April 26, 2024

Thalidomide scandal continues to reverberate

A new book makes explosive claims about the business ethics of the Australian distributor of Thalidomide

Lyn Rowe was born in 1962 in Melbourne with no arms and no legs. She became a leading actor in a claim against the Australian distributor of thalidomide. 

A new book makes explosive claims about the business ethics of the Australian distributor of Thalidomide. The allegations are made in Silent Shock, by Melbourne lawyer Michael Magazanik, based on an affadavit by a former company employee, Hubert Woodhouse, who is now in his 80s.

About 10,000 children were born in the 1950s and 60s around the world without arms and legs. The cause was a mystery until an Australian doctor, William McBride, discovered in 1961 that Thalidomide, a drug for morning sickness manufactured by the German pharamaceutical company Grünenthal was responsible.

In 1961, several months before the drug was finally withdrawn, Bill Poole, the head of Distillers, the company which was responsible for the drug in Australia, and his executives ignored McBride’s warnings. Instead they held boozy meeting in which they discussed how the bad news would hurt sales when it became public knowledge. Meanwhile the drug was still being sold to pregnant women. Magazanik writes:

“Instead of getting thalidomide off the market immediately, Mr Poole kept promoting a drug he knew might severely damage embryos to maternity hospitals and obstetricians. He also tried to get a government subsidy for thalidomide and steadily built up a stockpile ready to flood the Australian market: 8 million pills in a Sydney warehouse, each one of which he knew might maim and kill unborn babies. And when thalidomide was exposed, Poole lied constantly to cover up his appalling, deadly behaviour, including telling bare-faced lies to the highest levels of the Australian government.”

Poole has already died.

Magazanik is a lawyer with Slater+Gordon, a legal firm specializing in class action suits.

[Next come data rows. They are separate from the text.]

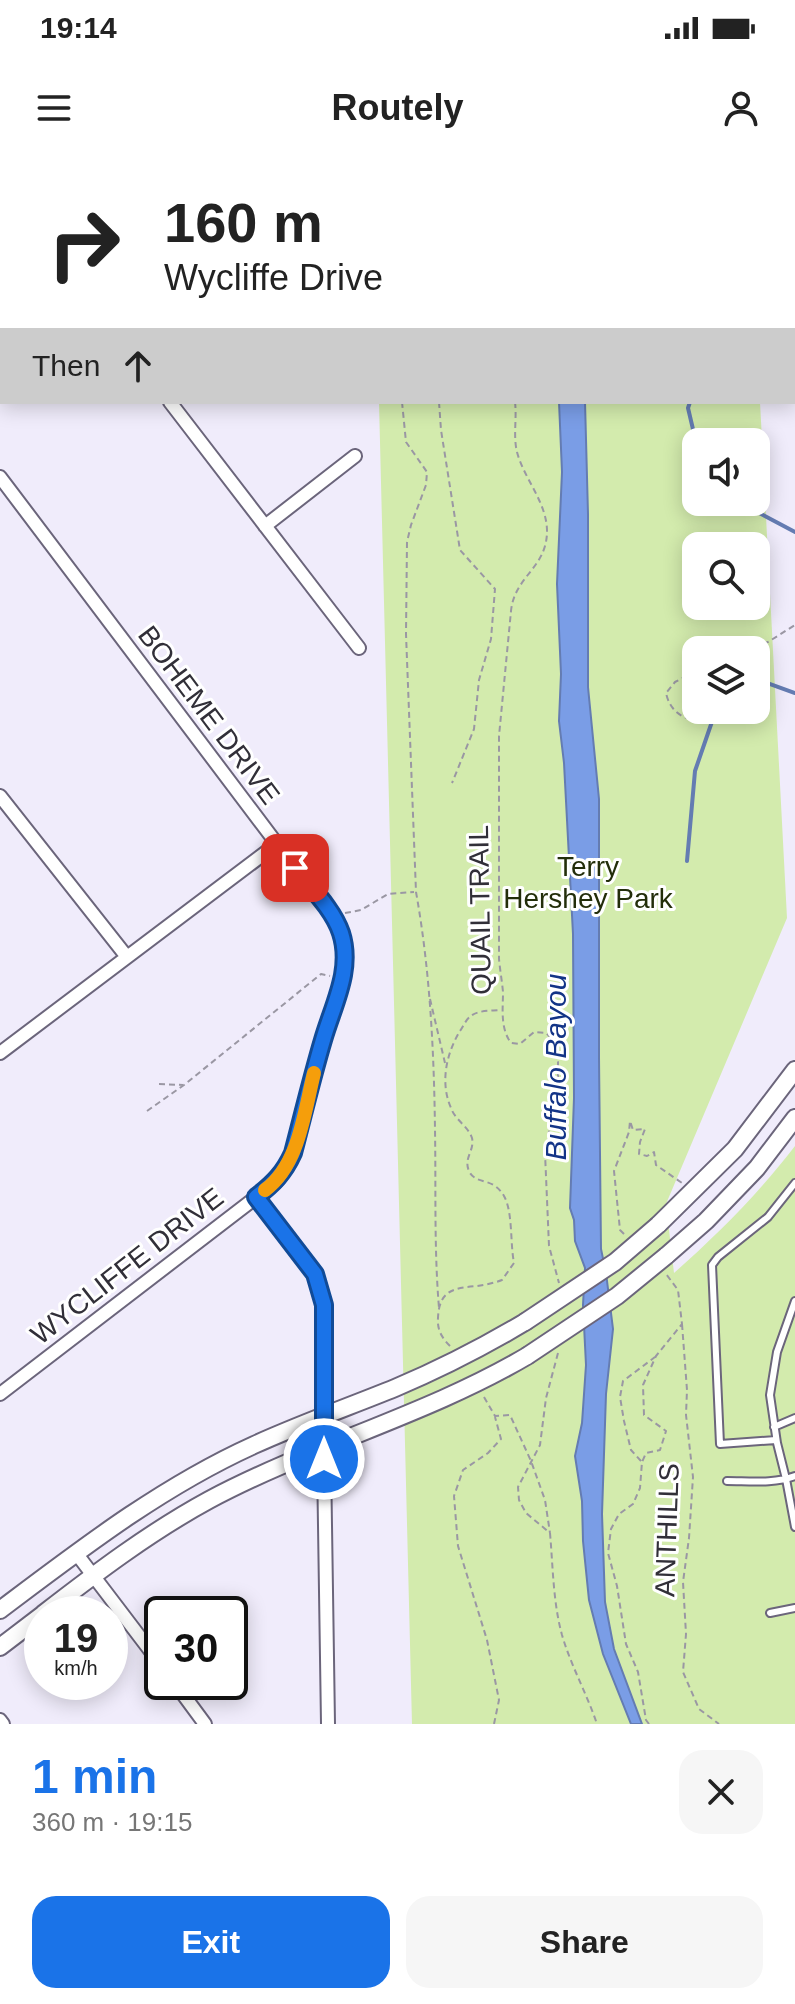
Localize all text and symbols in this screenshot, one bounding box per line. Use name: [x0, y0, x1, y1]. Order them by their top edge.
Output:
text: 19:14: [40, 11, 117, 44]
icon: menu: [32, 86, 76, 130]
icon: person: [719, 86, 763, 130]
text: Routely: [331, 87, 464, 128]
text: 160 m: [164, 191, 323, 254]
icon: right: [32, 192, 136, 296]
text: Wycliffe Drive: [164, 257, 383, 298]
icon: ahead: [116, 344, 160, 388]
text: Then: [32, 349, 100, 382]
map controls: [682, 428, 770, 724]
button: sound: [682, 428, 770, 516]
button: search: [682, 532, 770, 620]
street label: BOHEME DRIVE: [132, 620, 286, 810]
button: layers: [682, 636, 770, 724]
street label: QUAIL TRAIL: [463, 825, 497, 995]
pin: [261, 834, 329, 902]
icon: arrive: [273, 846, 317, 890]
park label: Terry Hershey Park: [503, 851, 674, 914]
water label: Buffalo Bayou: [539, 973, 572, 1160]
street label: WYCLIFFE DRIVE: [25, 1181, 229, 1351]
position arrow: [282, 1417, 366, 1501]
street label: ANTHILLS: [649, 1463, 685, 1597]
speed limit sign: 30: [144, 1596, 248, 1700]
text: 19: [54, 1616, 98, 1660]
text: km/h: [54, 1657, 98, 1679]
text: 1 min: [32, 1750, 157, 1803]
button: close: [679, 1750, 763, 1834]
text: 360 m · 19:15: [32, 1807, 192, 1837]
button: Exit: [32, 1896, 390, 1988]
button: Share: [406, 1896, 763, 1988]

He won a major pay-out for victims of Thalidomide last year in Australia. In a company press release he writes:

“When apologists say that the whole thing was an unavoidable disaster – that’s rubbish. There were repeated opportunities to cut the death and injury toll short – in Germany, in Japan, in the US and in Australia. If the men at Grünenthal and Distillers hadn’t been so hell bent on profit at the expense of health and safety, things could have been very different.”